Report every line of the listing below in which the string "Canéjan" occurs.
========================================
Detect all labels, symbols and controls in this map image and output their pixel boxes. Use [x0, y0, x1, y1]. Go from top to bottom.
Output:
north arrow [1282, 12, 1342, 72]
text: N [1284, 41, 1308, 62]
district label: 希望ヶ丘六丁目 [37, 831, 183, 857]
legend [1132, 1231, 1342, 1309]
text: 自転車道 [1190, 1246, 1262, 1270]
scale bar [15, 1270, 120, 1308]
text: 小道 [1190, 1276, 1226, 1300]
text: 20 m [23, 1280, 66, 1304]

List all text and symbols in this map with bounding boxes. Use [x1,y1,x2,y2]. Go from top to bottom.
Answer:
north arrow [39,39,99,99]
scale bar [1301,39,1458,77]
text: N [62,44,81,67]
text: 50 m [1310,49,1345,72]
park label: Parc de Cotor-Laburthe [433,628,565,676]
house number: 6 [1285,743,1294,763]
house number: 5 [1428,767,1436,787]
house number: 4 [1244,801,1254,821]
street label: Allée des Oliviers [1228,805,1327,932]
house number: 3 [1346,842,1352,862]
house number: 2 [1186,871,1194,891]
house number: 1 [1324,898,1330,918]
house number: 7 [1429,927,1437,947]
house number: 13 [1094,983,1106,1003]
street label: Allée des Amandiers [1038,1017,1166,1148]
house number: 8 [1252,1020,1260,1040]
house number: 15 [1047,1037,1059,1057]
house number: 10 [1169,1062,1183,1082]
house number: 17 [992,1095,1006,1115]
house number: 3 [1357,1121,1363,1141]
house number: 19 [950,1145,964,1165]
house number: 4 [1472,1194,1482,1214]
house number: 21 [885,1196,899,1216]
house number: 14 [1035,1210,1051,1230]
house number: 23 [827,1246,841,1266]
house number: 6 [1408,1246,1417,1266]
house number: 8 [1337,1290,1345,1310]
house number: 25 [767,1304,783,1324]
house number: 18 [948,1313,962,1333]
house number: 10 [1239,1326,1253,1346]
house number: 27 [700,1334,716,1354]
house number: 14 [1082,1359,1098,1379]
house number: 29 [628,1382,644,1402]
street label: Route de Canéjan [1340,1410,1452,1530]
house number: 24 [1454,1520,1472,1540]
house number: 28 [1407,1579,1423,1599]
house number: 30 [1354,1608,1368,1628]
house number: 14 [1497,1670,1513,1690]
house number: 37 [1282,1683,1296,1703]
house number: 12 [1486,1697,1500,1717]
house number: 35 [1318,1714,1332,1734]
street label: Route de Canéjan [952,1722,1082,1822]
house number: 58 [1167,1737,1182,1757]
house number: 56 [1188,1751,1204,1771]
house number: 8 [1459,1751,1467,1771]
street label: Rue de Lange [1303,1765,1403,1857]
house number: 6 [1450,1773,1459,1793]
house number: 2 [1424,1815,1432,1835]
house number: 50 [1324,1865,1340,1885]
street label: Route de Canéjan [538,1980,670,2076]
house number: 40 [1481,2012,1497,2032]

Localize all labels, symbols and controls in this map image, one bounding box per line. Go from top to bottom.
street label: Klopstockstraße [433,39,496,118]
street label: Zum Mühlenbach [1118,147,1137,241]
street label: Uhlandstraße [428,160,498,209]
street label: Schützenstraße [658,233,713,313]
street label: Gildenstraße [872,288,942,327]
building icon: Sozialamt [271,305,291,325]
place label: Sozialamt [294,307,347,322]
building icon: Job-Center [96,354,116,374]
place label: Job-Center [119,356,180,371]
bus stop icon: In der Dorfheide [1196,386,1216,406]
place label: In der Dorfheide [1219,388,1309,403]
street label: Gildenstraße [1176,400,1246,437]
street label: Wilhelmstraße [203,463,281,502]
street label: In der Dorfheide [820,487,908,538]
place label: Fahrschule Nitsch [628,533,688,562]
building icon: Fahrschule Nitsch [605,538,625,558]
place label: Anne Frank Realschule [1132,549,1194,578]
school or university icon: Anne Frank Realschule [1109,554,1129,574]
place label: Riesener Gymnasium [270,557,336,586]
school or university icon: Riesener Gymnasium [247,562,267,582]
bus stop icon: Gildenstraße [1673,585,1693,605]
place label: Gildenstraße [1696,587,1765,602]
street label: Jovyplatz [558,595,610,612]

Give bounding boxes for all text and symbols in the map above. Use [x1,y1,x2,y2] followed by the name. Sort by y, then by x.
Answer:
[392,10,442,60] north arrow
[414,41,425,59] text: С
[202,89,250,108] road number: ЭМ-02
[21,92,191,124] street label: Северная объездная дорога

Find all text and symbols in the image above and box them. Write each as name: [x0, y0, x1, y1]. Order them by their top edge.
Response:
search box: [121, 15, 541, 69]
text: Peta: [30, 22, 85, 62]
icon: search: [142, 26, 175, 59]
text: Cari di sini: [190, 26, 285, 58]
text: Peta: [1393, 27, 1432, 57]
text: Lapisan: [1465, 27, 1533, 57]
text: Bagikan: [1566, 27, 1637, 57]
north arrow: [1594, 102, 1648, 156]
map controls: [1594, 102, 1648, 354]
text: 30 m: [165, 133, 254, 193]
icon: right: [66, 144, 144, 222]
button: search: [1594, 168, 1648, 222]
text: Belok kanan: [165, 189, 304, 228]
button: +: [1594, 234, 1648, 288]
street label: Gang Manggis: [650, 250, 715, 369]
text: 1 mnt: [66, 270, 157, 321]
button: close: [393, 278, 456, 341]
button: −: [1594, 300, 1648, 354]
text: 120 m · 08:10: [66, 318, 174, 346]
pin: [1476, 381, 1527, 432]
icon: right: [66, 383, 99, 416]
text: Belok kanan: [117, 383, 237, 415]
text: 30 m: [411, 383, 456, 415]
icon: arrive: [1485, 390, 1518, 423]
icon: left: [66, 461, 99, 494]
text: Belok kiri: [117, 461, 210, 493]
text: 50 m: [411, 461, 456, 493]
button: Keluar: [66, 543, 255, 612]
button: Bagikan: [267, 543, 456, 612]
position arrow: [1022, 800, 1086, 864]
========================================
» **Result for this task**
street label: Route de Canéjan [1340,1410,1452,1530]
street label: Route de Canéjan [952,1722,1082,1822]
street label: Route de Canéjan [538,1980,670,2076]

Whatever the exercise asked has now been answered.